» Record extracts

========

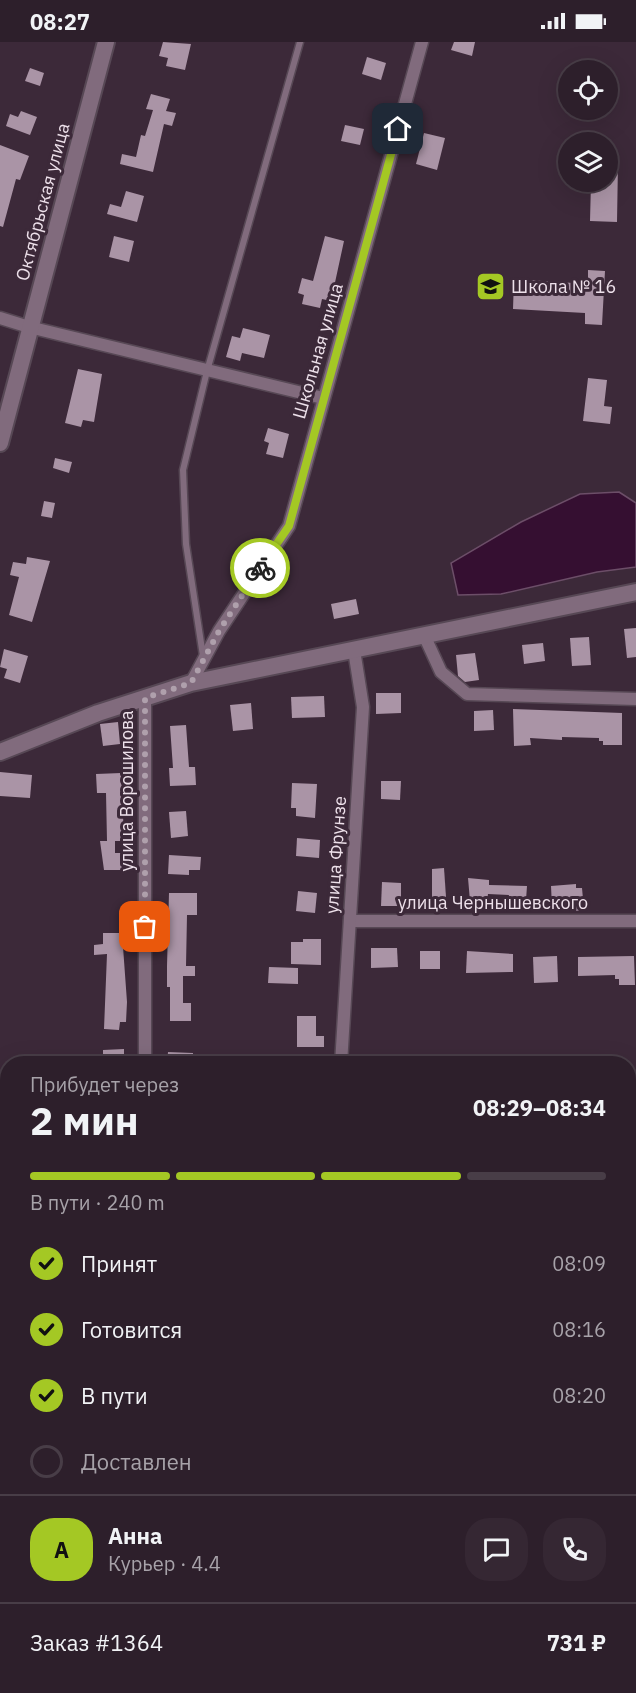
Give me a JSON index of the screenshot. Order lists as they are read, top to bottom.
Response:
{
  "streets": {
    "street": [
      "Октябрьская улица",
      "Школьная улица",
      "улица Ворошилова",
      "улица Фрунзе",
      "улица Чернышевского"
    ]
  },
  "crossings": [
    ["улица Фрунзе", "улица Чернышевского"]
  ],
  "places": {
    "school or university": ["Школа № 16"]
  },
  "page": {
    "status": "08:27",
    "heading": ["2 мин", "Прибудет через", "08:29–08:34"],
    "panel": [
      "Анна",
      "Курьер · 4.4",
      "Заказ #1364",
      "731 ₽"
    ],
    "bar": "В пути · 240 m",
    "list": [
      ["Принят", "08:09"],
      ["Готовится", "08:16"],
      ["В пути", "08:20"],
      "Доставлен"
    ],
    "round": "А"
  }
}
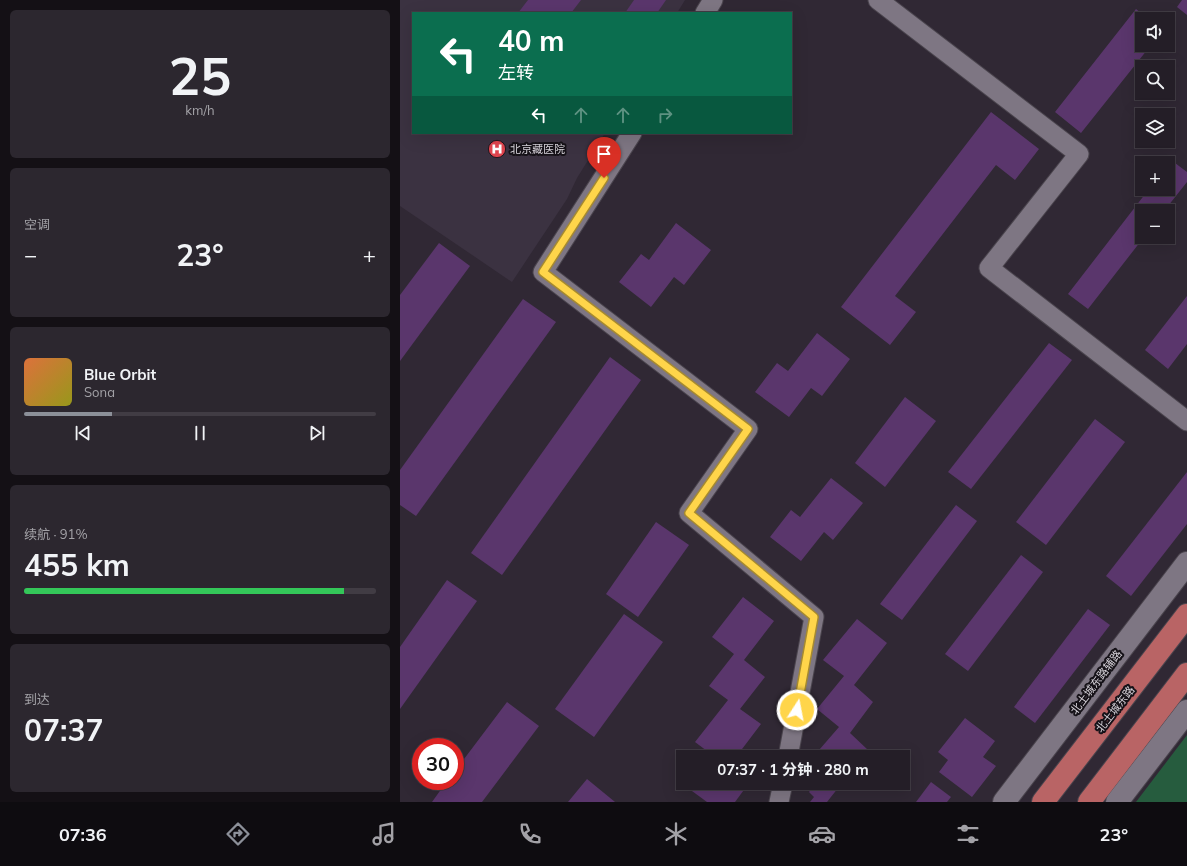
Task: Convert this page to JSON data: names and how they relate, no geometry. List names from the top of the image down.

========

» Task prompt
The listing above is to be retyped exactly, with all pictures left out.

» Answer for this exercise
Give me a JSON index of the screenshot. Order lists as they are read, top to bottom.
Response:
{
  "streets": {
    "street": [
      "Октябрьская улица",
      "Школьная улица",
      "улица Ворошилова",
      "улица Фрунзе",
      "улица Чернышевского"
    ]
  },
  "crossings": [
    ["улица Фрунзе", "улица Чернышевского"]
  ],
  "places": {
    "school or university": ["Школа № 16"]
  },
  "page": {
    "status": "08:27",
    "heading": ["2 мин", "Прибудет через", "08:29–08:34"],
    "panel": [
      "Анна",
      "Курьер · 4.4",
      "Заказ #1364",
      "731 ₽"
    ],
    "bar": "В пути · 240 m",
    "list": [
      ["Принят", "08:09"],
      ["Готовится", "08:16"],
      ["В пути", "08:20"],
      "Доставлен"
    ],
    "round": "А"
  }
}
Task: Convert this page to JSON data: names and how they relate, no geometry. List names from the top of the image down.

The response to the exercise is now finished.